### Task item
Please show all lines of the records that include "relate".

### Material provided

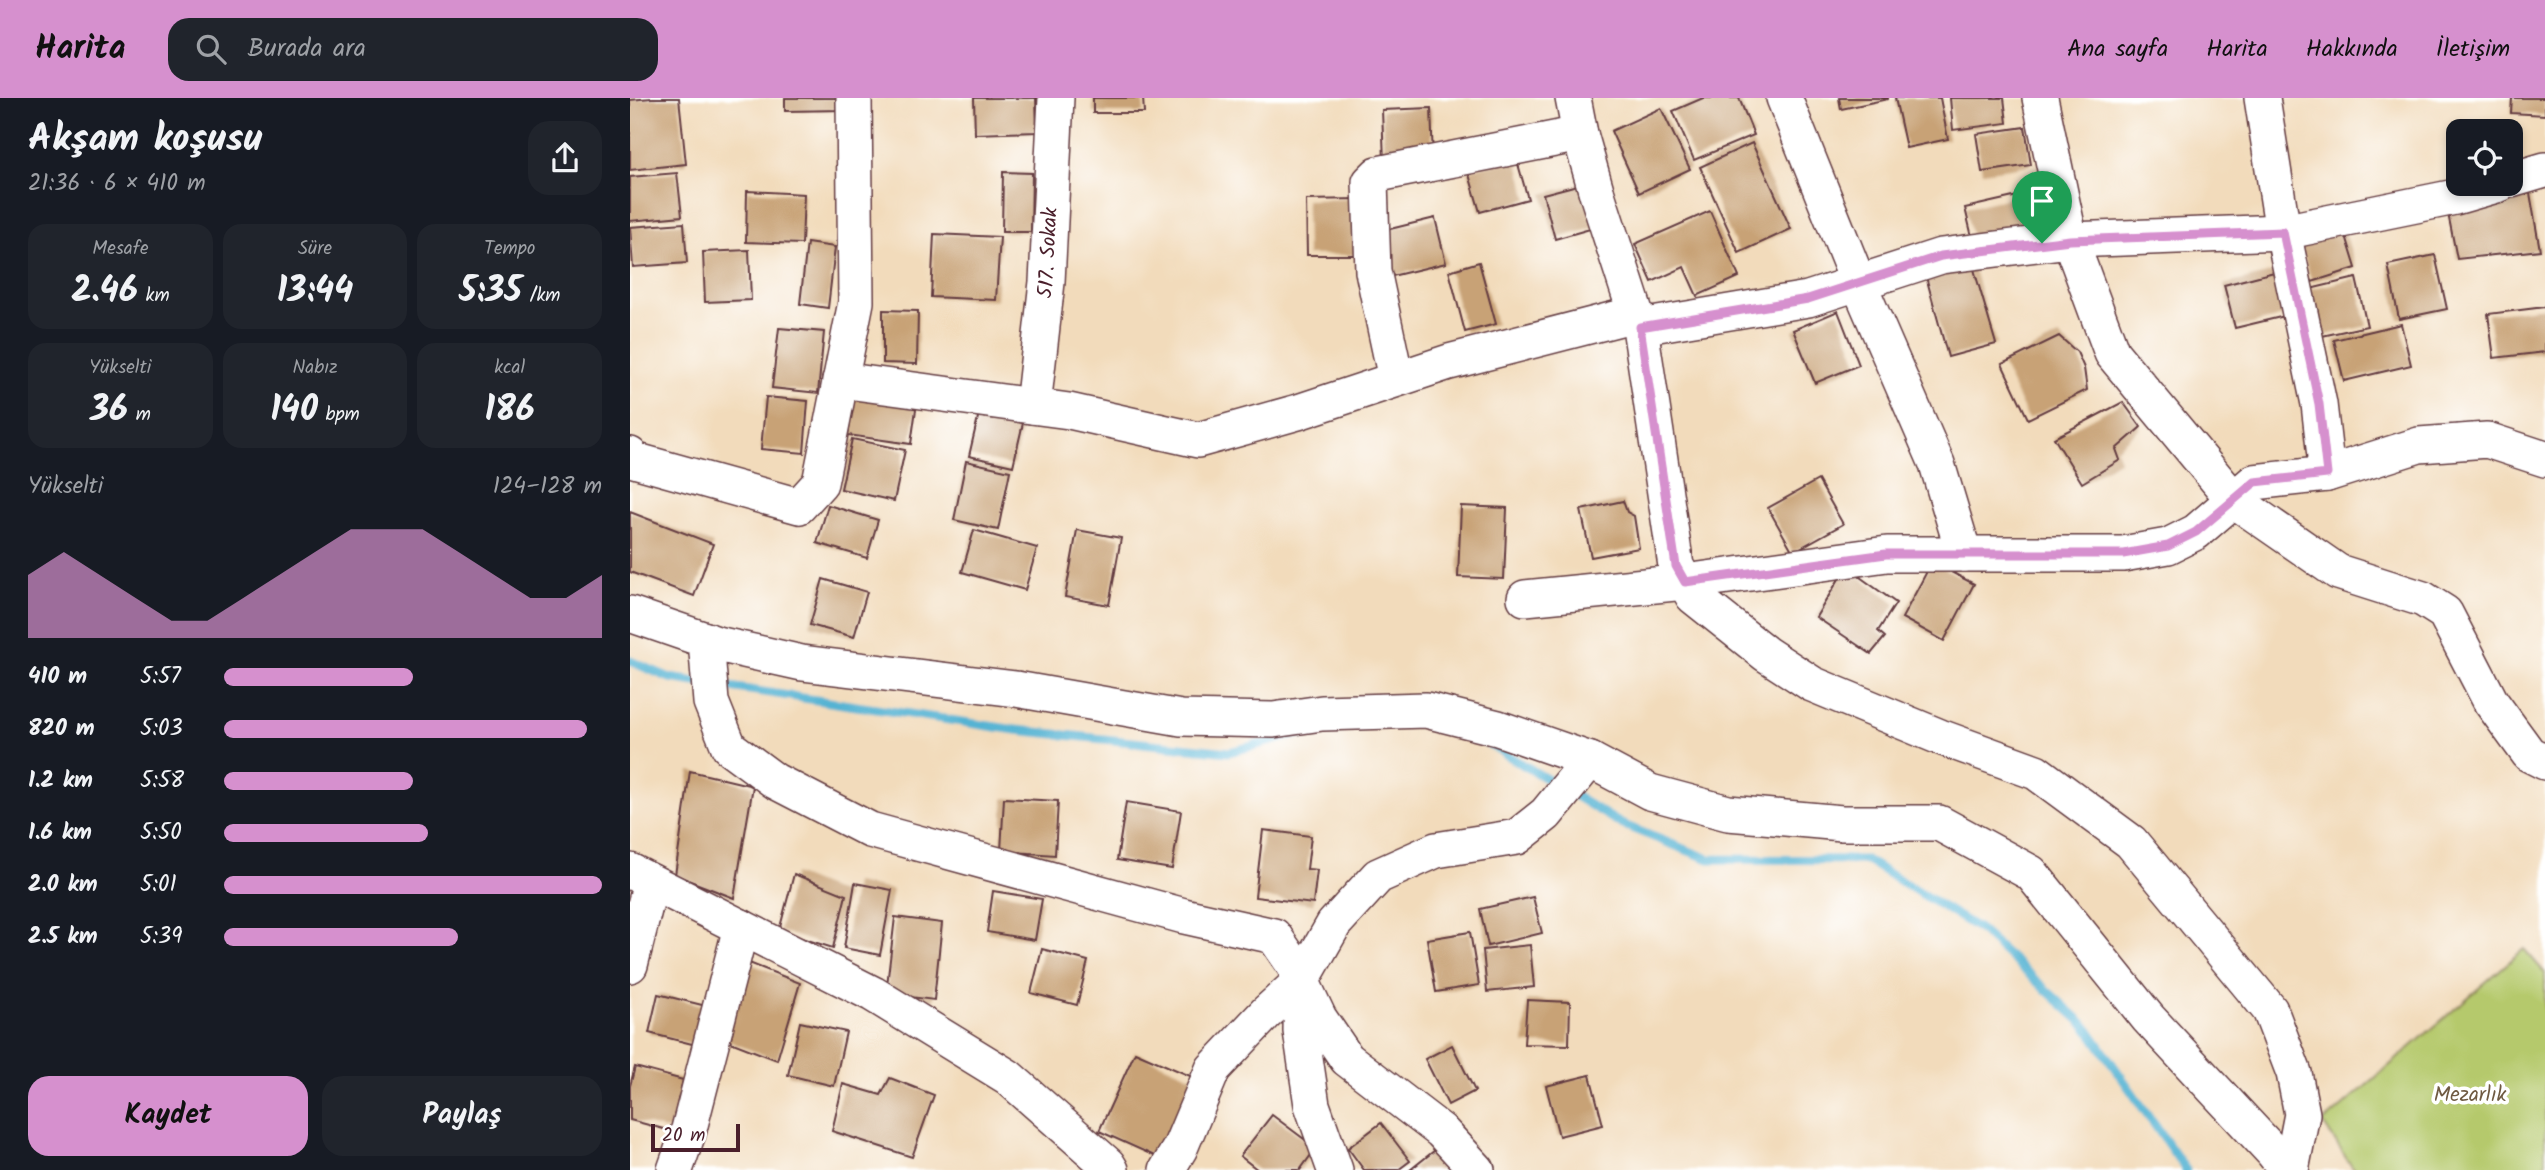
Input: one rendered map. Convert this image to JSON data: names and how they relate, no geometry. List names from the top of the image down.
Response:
{
  "streets": {
    "street": ["517. Sokak"]
  },
  "parks": ["Mezarlık"],
  "scale_bar": "20 m",
  "page": {
    "header": "Harita",
    "search": "Burada ara",
    "nav": [
      "Ana sayfa",
      "Harita",
      "Hakkında",
      "İletişim"
    ],
    "heading": ["Akşam koşusu", "21:36 · 6 × 410 m"],
    "stats": [
      ["Mesafe", "2.46 km"],
      ["Süre", "13:44"],
      ["Tempo", "5:35 /km"],
      ["Yükselti", "36 m"],
      ["Nabız", "140 bpm"],
      ["kcal", "186"]
    ],
    "chart": ["Yükselti", "124–128 m"],
    "list": [
      {
        "name": "410 m",
        "note": "5:57"
      },
      {
        "name": "820 m",
        "note": "5:03"
      },
      {
        "name": "1.2 km",
        "note": "5:58"
      },
      {
        "name": "1.6 km",
        "note": "5:50"
      },
      {
        "name": "2.0 km",
        "note": "5:01"
      },
      {
        "name": "2.5 km",
        "note": "5:39"
      }
    ],
    "buttons": ["Kaydet", "Paylaş"],
    "scale": "20 m"
  }
}
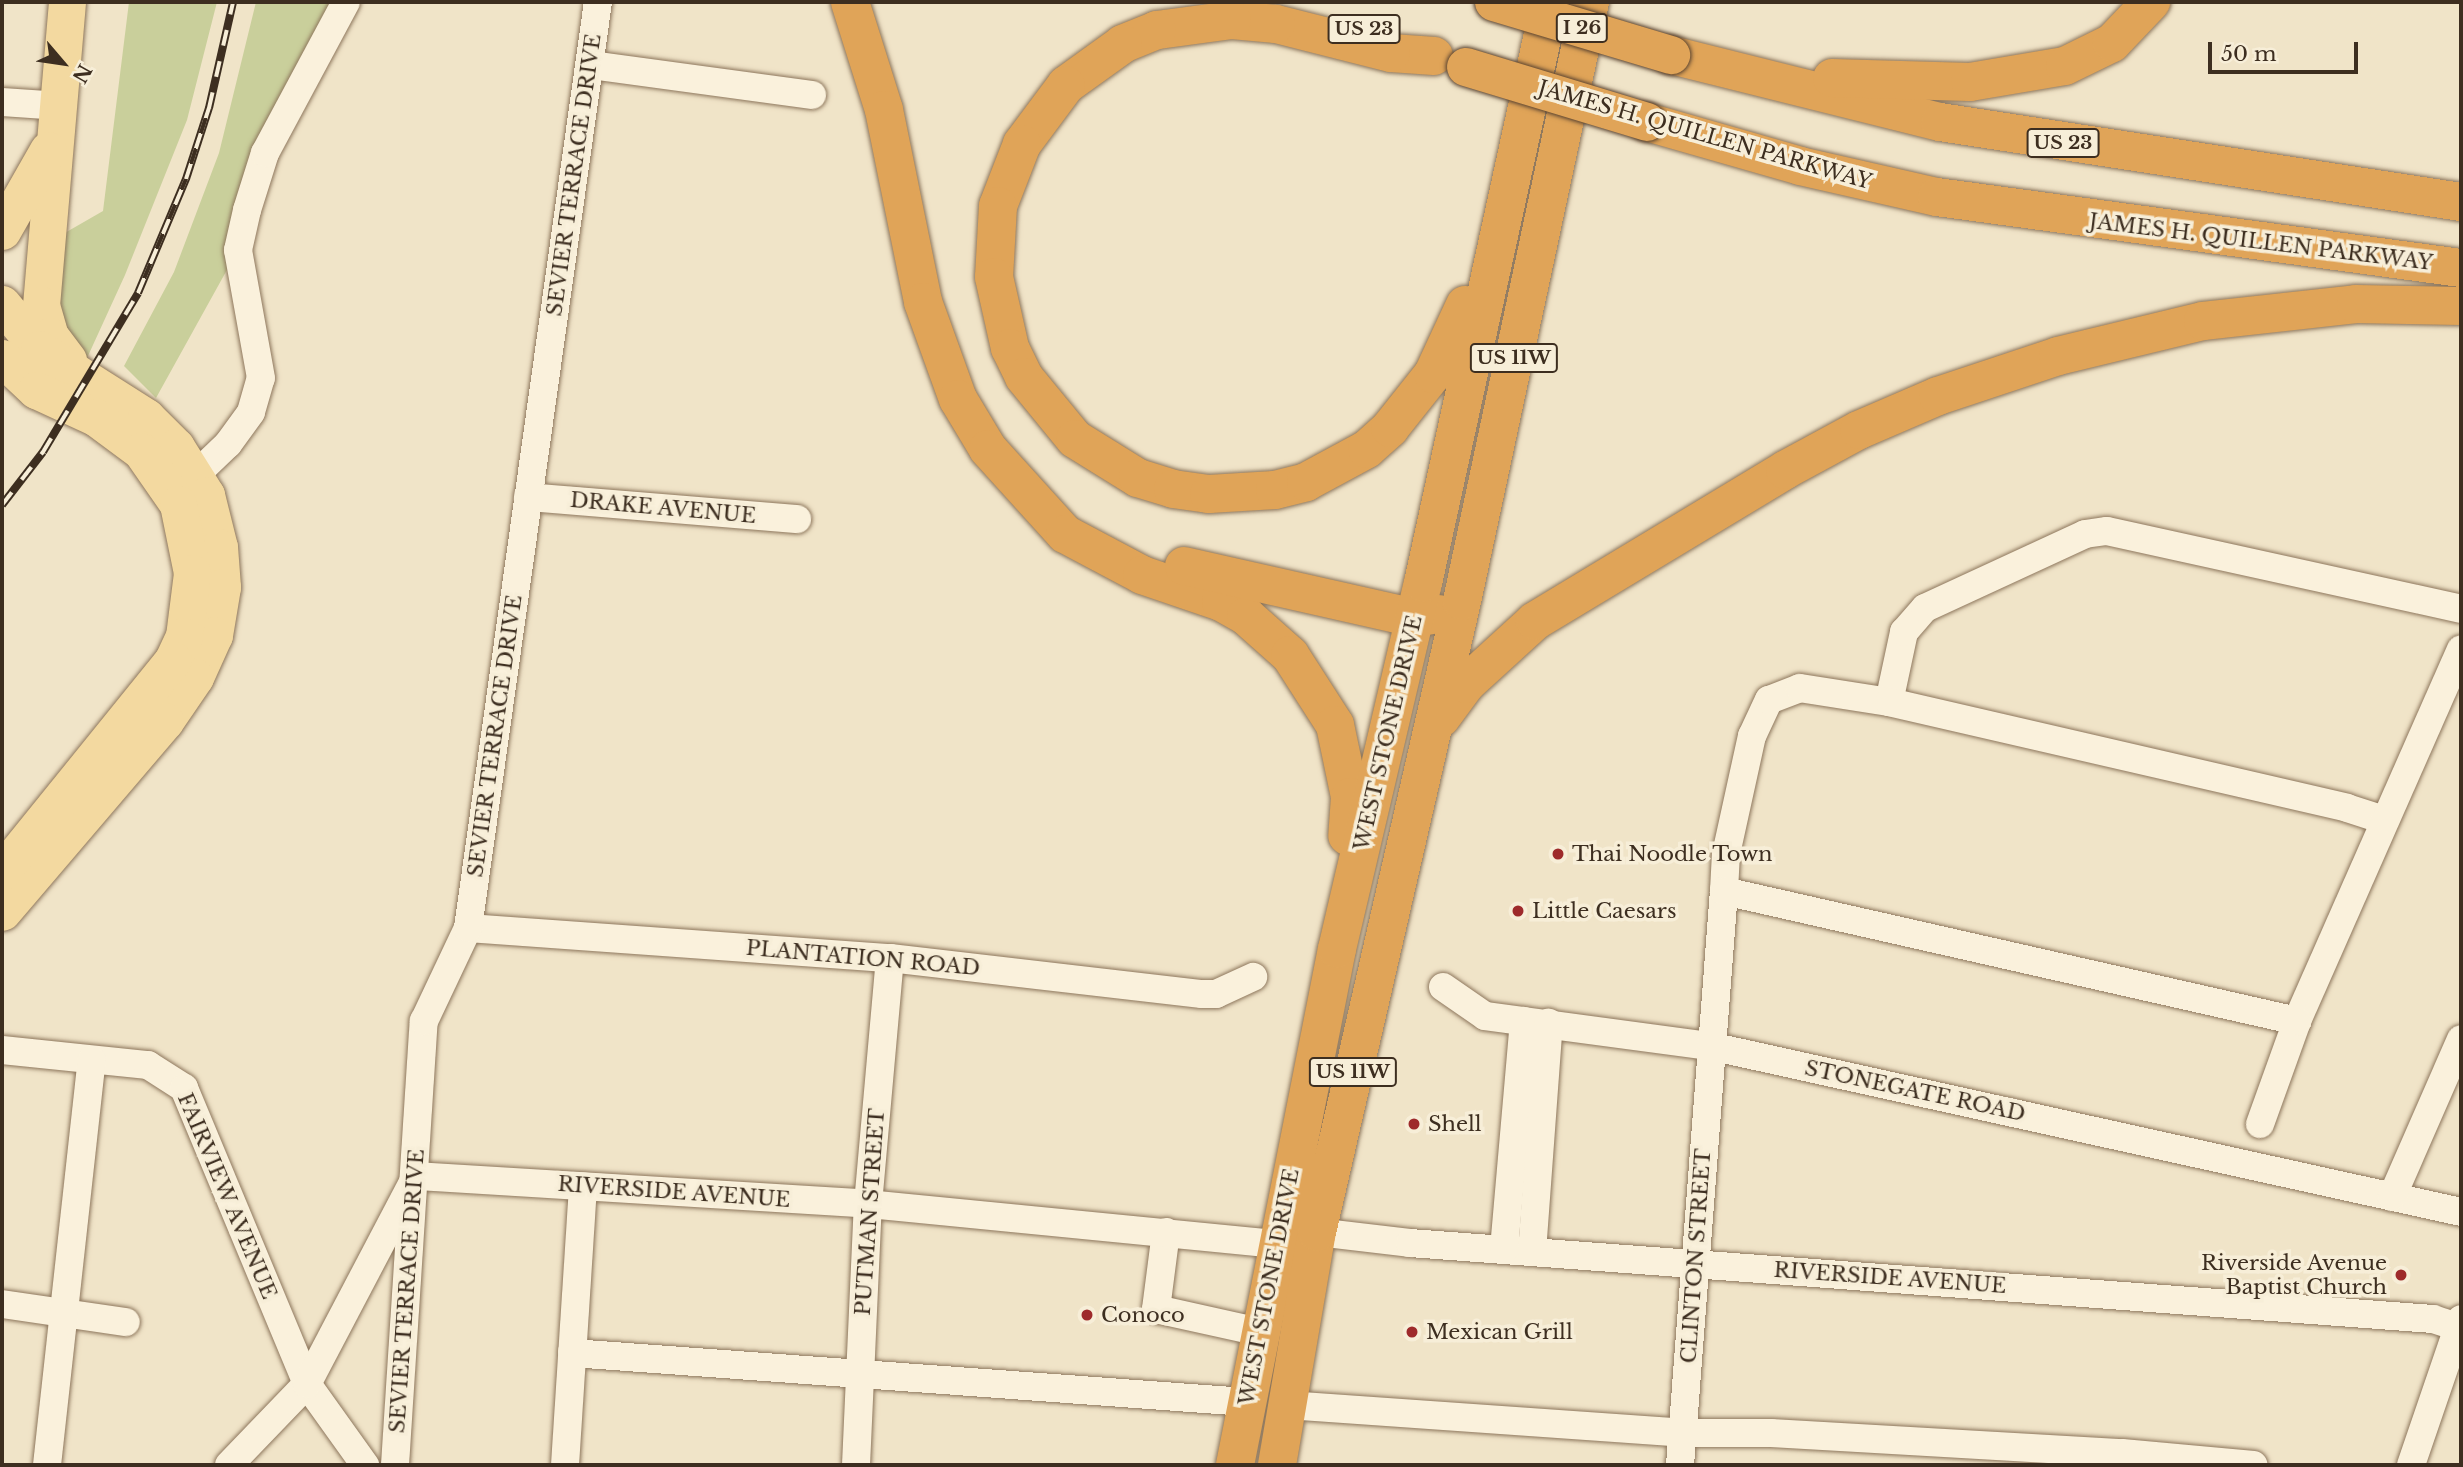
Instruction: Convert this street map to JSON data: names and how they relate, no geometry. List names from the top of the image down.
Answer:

### Problem solution
Input: one rendered map. Convert this image to JSON data: names and how they relate, no geometry. List names from the top of the image down.
Instruction: Convert this street map to JSON data: names and how they relate, no geometry. List names from the top of the image down.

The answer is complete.